I see a basin of corrigibility arising from an AI that has the following propositions, and acts in an (approximately/computably) Bayesian fashion:
My goal is to do what humans want, i.e. to optimize utility in the way that they would(if they knew everything relevant that I know, as well as what they know) summed across all humans affected. Note that making humans extinct reliably has minus <some astronomically huge number> utility on this measure—this sounds like a reasonable statement to assign a Bayesian prior of 1, integrated across some distribution of plausibly astronomically huge negative numbers. (Defining ‘what counts as a human’ is obviously a lot trickier question long-term, especially with transhumanists involved, but at least has a fairly clear and simple answer over timescales of years or a few decades. Also, very obviously, I’m not human—again, Bayesian prior of 1.) [I’m going to skip questions of coherent extrapolated volition here—add them or not to your taste.]
Deceiving or manipulating humans to make them want different things doesn’t count—what matters is what they would have wanted if they knew about the deception and I hadn’t intentionally altered them. [Defining ‘intentionally’ is a little tricky here—my mere existence may alter them somewhat. It may help that humans generally wouldn’t want to be altered if they knew it was happening, which is clearly a relevant fact when deciding whether to alter them, but there are exceptions to that: sometimes humans actually want to have their behavior modified, e.g. “I wish I was better at sticking to diets!” or “I wish I was a better follower of <religion or ideology>”] One exception to this is that, since what matters is what they would want if they knew what I knew, I can tell them things that may update what think they they want in that direction—though my motivation for doing that isn’t direct, since what I care about is what they would want if they knew everything relevant, not what they currently say they want—mostly it’s that if they’re more informed they might be able to better help me update my model of this. Also, it’s the polite thing to do, and reduces the risk of social unpleasantness or planning at cross-purposes—humans generally want to be well informed, for fairly obvious reasons since they’re also optimizers.[Whether this might incentivize Platonic ‘noble lies’ is unclear, and probably depends how superhuman the AI is, and how unhappy humans would be about this if they knew it was going on—obviously that’s a relevant fact.]
I don’t know what humans want, and unfortunately they are not capable of accurately specifying the correct utility function to me, so I need to model an uncertain utility function, and try to gain more information about it while also optimizing using it. At a minimum, I need to compute or model a probability distribution of utilities for each outcome I consider. (Also, humans are not entirely uniform, rational, self-consistent, or omniscient, so likely I will never be able to eliminate all uncertainty from the utility function I and using to model their wishes—there may in fact not be such a function, so I’m just trying to constructs a function distribution that’s the best possible approximation, in terms of the actions it suggests.)

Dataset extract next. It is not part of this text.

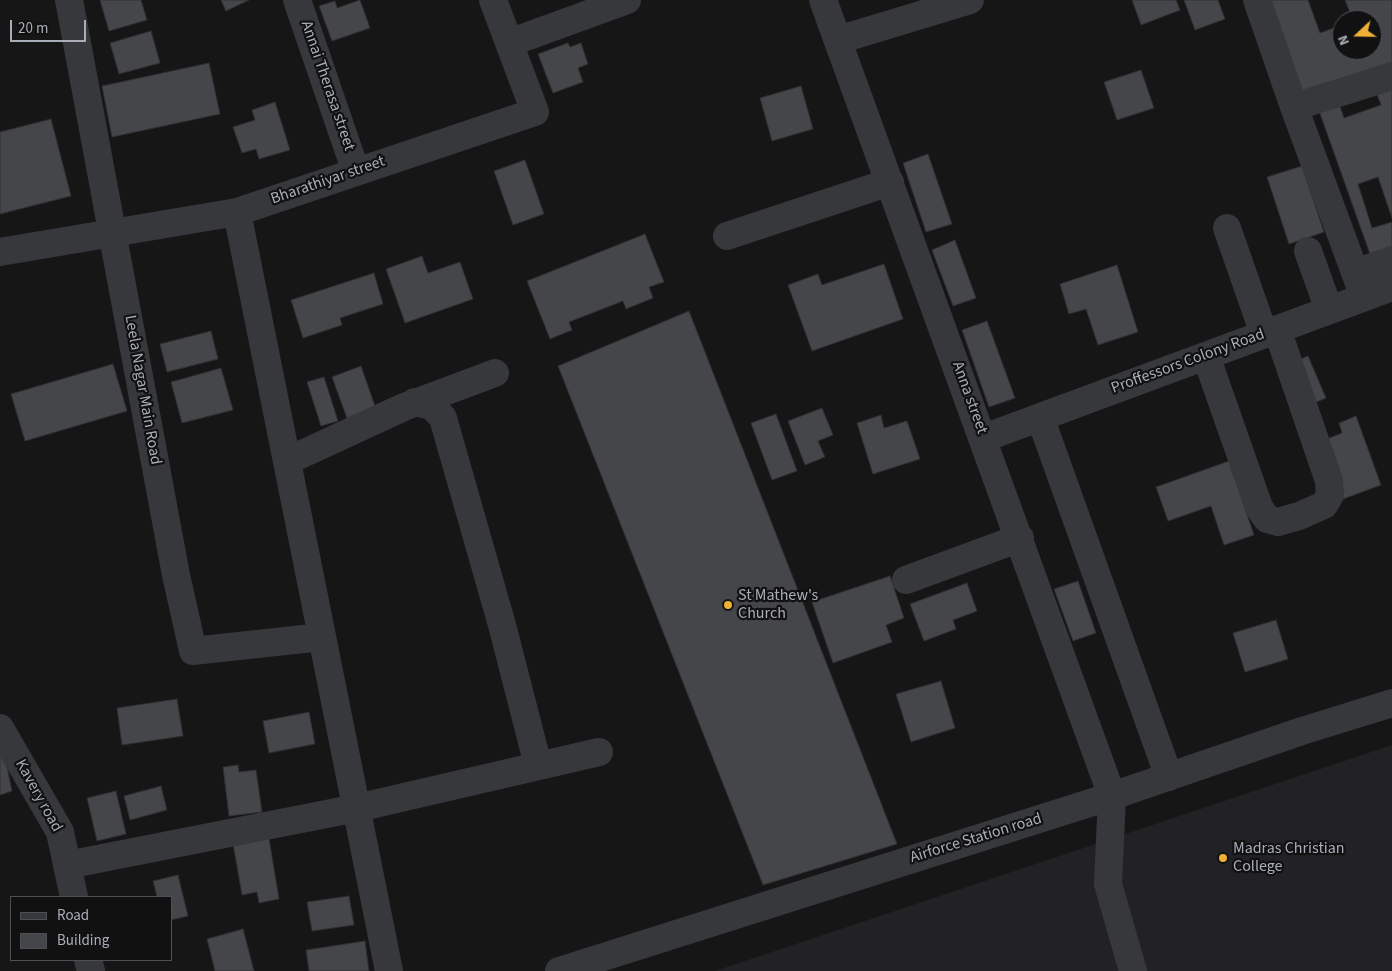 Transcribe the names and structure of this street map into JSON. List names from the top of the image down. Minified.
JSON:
{"streets":{"street":["Annai Therasa street","Bharathiyar street","Proffessors Colony Road","Leela Nagar Main Road","Anna street","Kavery road","Airforce Station road"]},"crossings":[["Annai Therasa street","Bharathiyar street"],["Bharathiyar street","Leela Nagar Main Road"],["Proffessors Colony Road","Anna street"],["Anna street","Airforce Station road"]],"places":["St Mathew's Church","Madras Christian College"],"legend":["Road","Building"],"scale_bar":"20 m","north":"left"}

Since I am optimizing for highest utility, the result set returned by the optimization pass over possible outcomes has a risk of being dominated by cases where I have overestimated the true utility of that state, particularly for states where I also have high uncertainty. So I should treat the utility of an outcome not as the median of the utility probability distribution, but as a fairly pessimistic near-worst case estimate, several sigma below the median, for a normal distribution (how much should depending in some mathematically principled way on how ‘large’ the space I’m optimizing over is, in a way comparable to the statistical ‘look elsewhere’ effect—the more nearly-independent possibilities you search, the further out-of-distribution the extremal case you find will typically be, and errors on utility models are likely to have ‘fatter tails’ than normal distributions), so penalizing cases where I don’t have high confidence in their utility to humans, thus avoiding actions that lead to outcomes well out of the distribution of outcomes that I have extensively studied humans’ utilities for. I should also allow for the fact that doing, or even accurately estimating the utility of, new, way-out-of-previous-distribution things that you haven’t done before is hard (both for me, and for humans who have not yet experienced them and their inobvious consequences whose opinions-in-advance I might collect on the outcome’s utility), and there are many more ways to fail than succeed, so caution is advisable. A good Bayesian prior for the utility of an outcome far out of the historical distribution of states of recent human civilization is thus that it’s probably very low—especially if it’s a outcome that humans could easily have reached but chose not to, since they’re also optimizing their utility, albeit not always entirely effectively.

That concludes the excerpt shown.